Prompt:
Copy out the line that contains "Annotation task. Summarize" and the lines after it through the final one in the entries below, exactly, with no other lines.

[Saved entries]

* * * * * * *

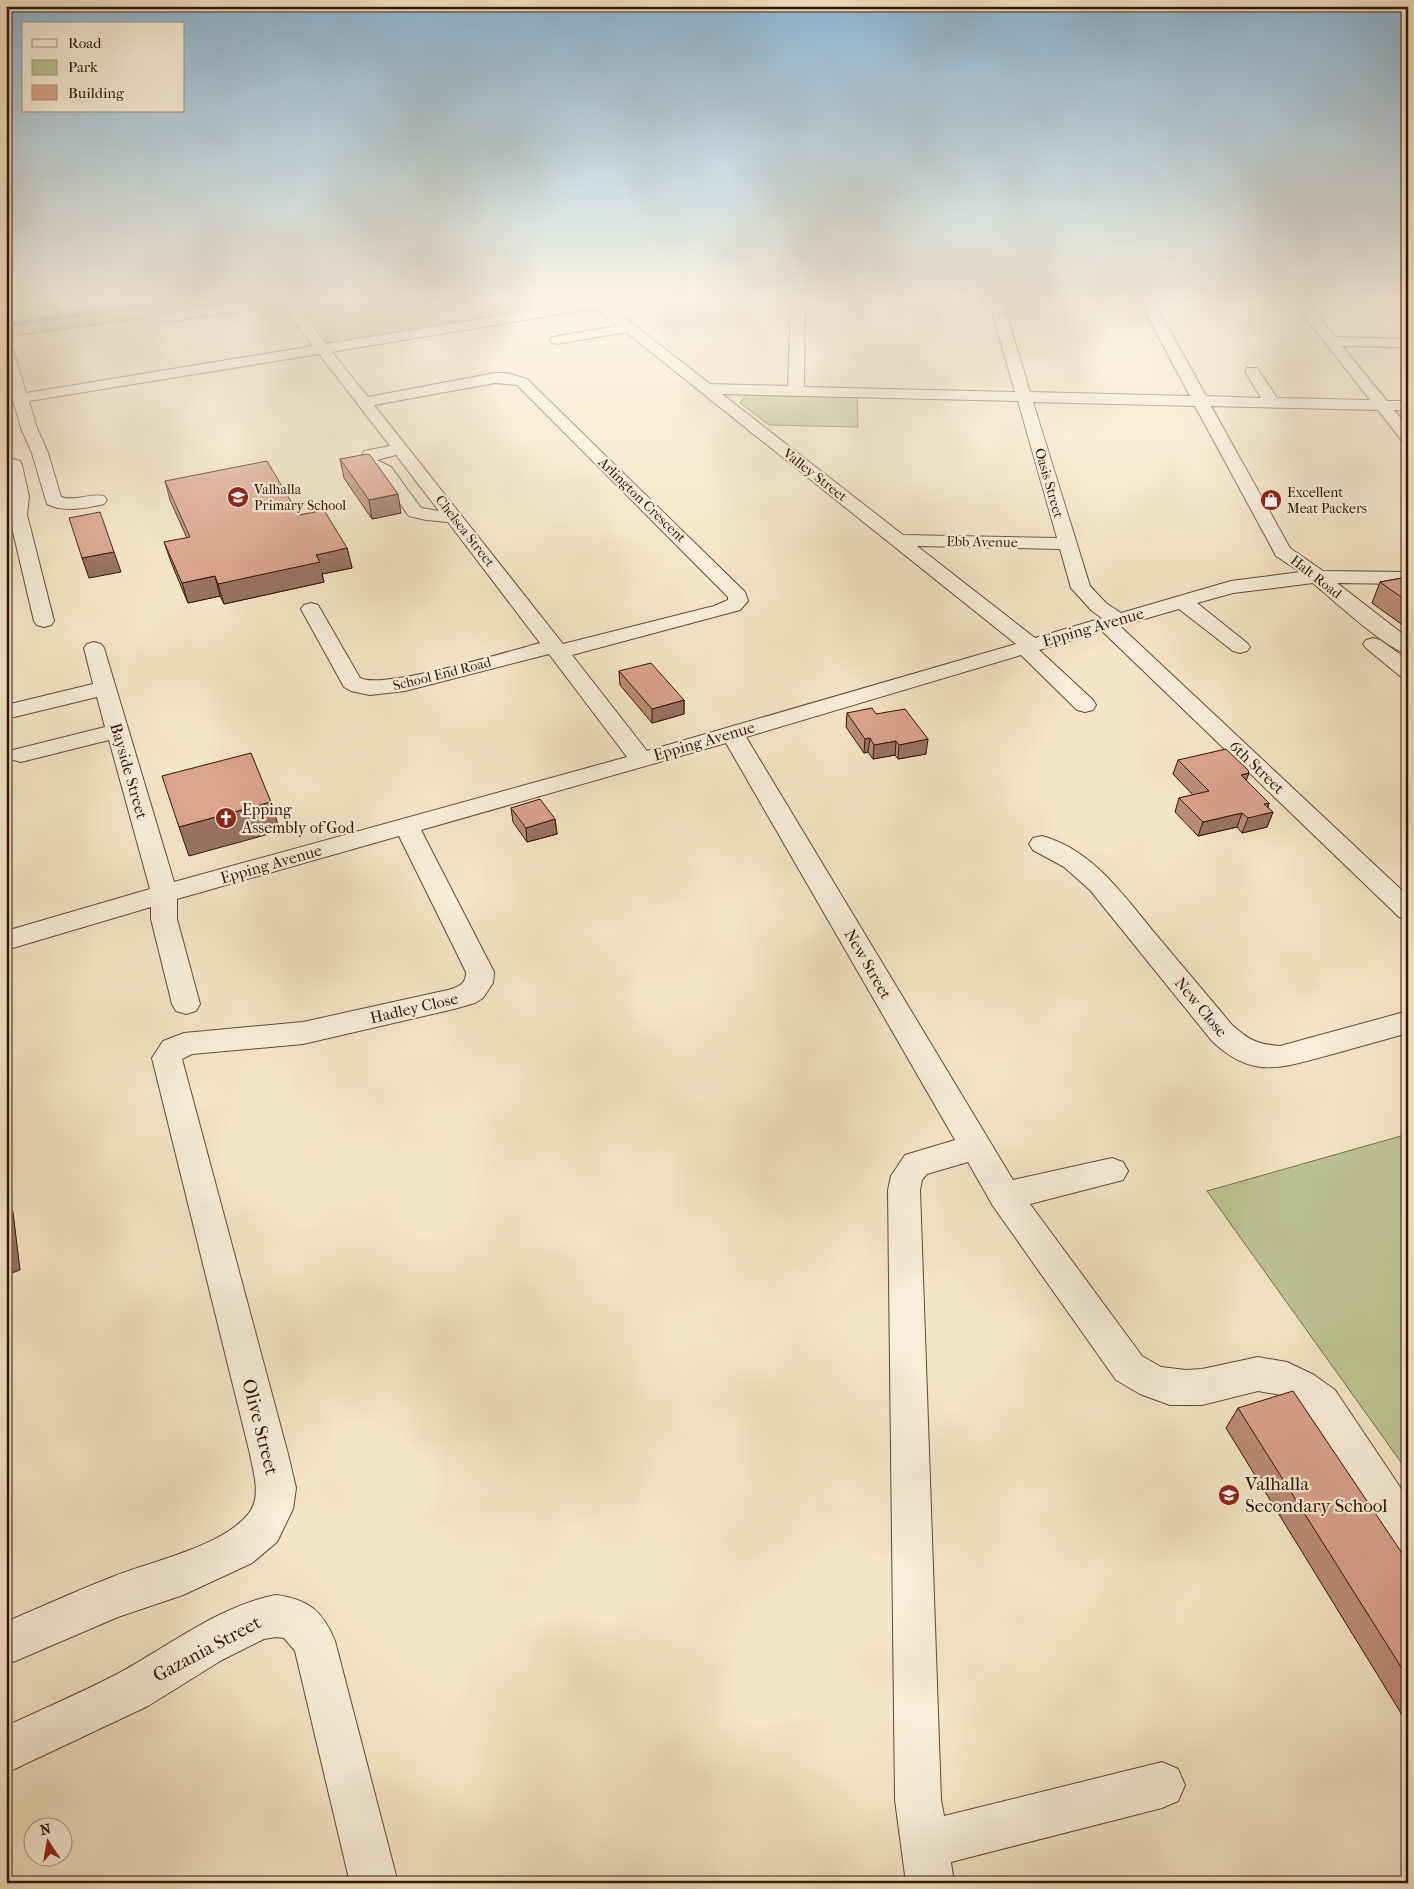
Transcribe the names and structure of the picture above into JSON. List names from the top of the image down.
{
  "streets": {
    "street": [
      "Valley Street",
      "Oasis Street",
      "Arlington Crescent",
      "Chelsea Street",
      "Ebb Avenue",
      "Halt Road",
      "Epping Avenue",
      "School End Road",
      "6th Street",
      "Bayside Street",
      "New Street",
      "New Close",
      "Hadley Close",
      "Olive Street",
      "Gazania Street"
    ]
  },
  "crossings": [
    ["Valley Street", "Ebb Avenue"],
    ["Valley Street", "Epping Avenue"],
    ["Oasis Street", "Ebb Avenue"],
    ["Oasis Street", "Epping Avenue"],
    ["Oasis Street", "6th Street"],
    ["Arlington Crescent", "Chelsea Street"],
    ["Arlington Crescent", "School End Road"],
    ["Chelsea Street", "Epping Avenue"],
    ["Chelsea Street", "School End Road"],
    ["Halt Road", "Epping Avenue"],
    ["Epping Avenue", "6th Street"],
    ["Epping Avenue", "Bayside Street"],
    ["Epping Avenue", "New Street"],
    ["Epping Avenue", "Hadley Close"],
    ["Hadley Close", "Olive Street"]
  ],
  "places": {
    "school or university": ["Valhalla Primary School", "Valhalla Secondary School"],
    "shop": ["Excellent Meat Packers"],
    "church": ["Epping Assembly of God"]
  },
  "legend": ["Road", "Park", "Building"],
  "north": "top"
}
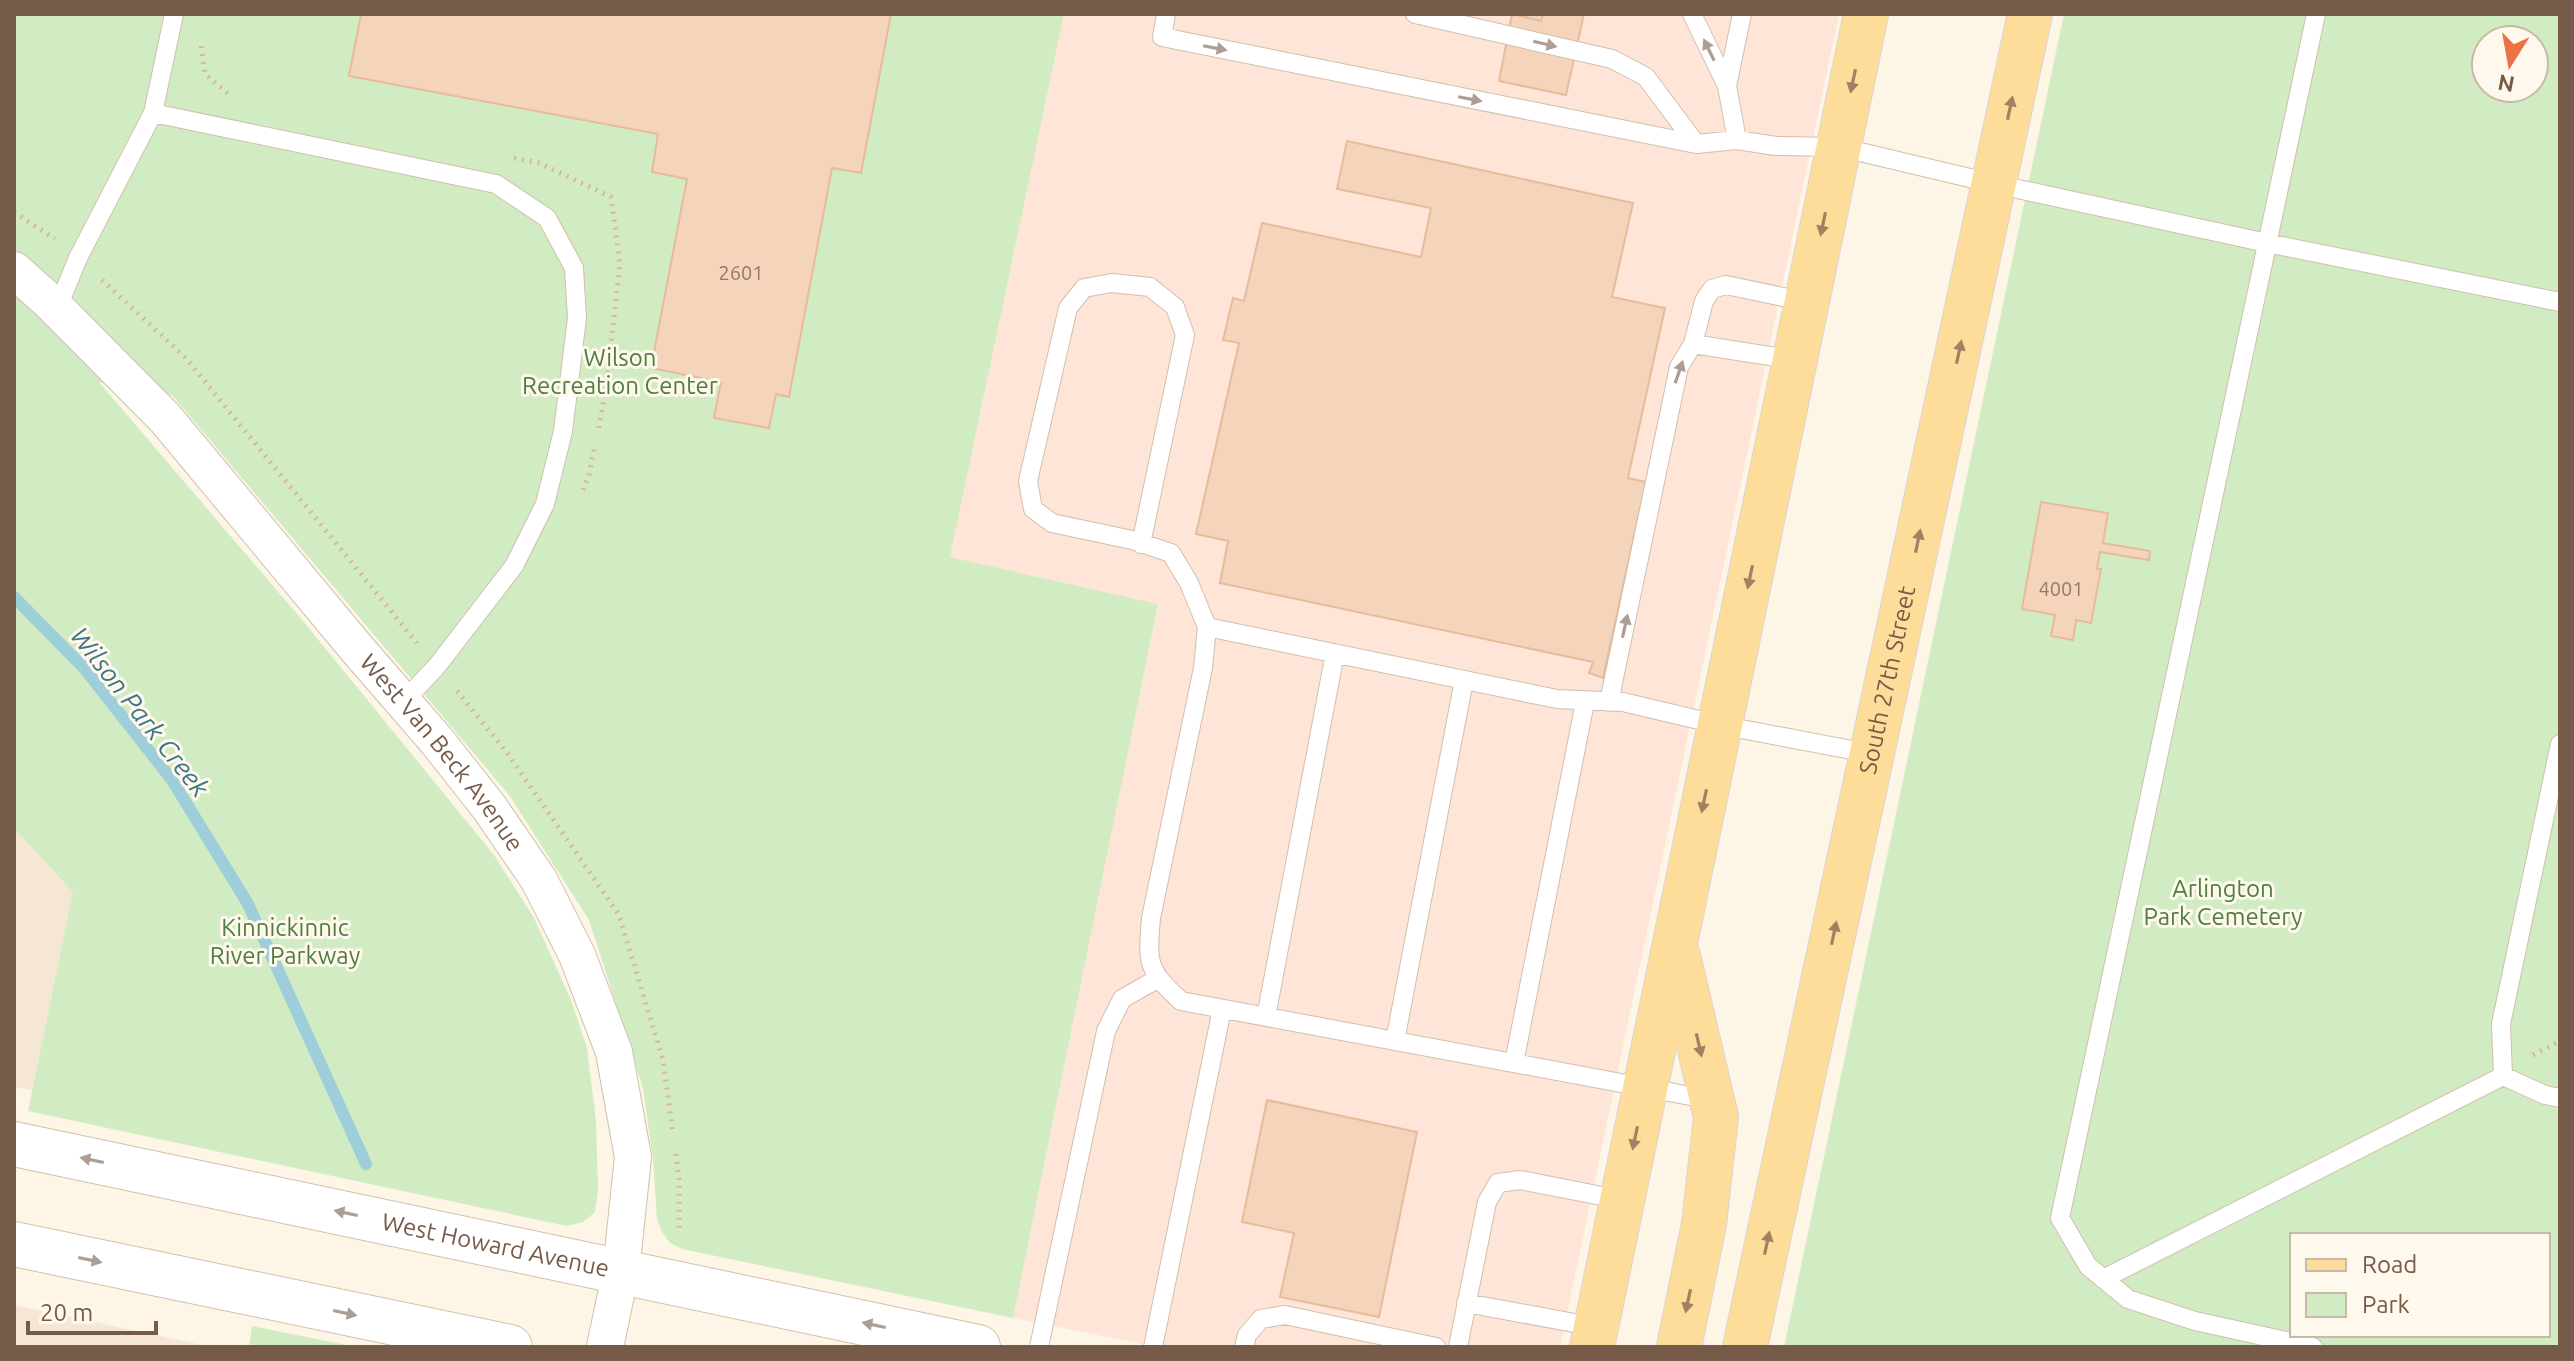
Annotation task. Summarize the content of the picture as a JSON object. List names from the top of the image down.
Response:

* * * * * * *

Finished task:
Annotation task. Summarize the content of the picture as a JSON object. List names from the top of the image down.
Response:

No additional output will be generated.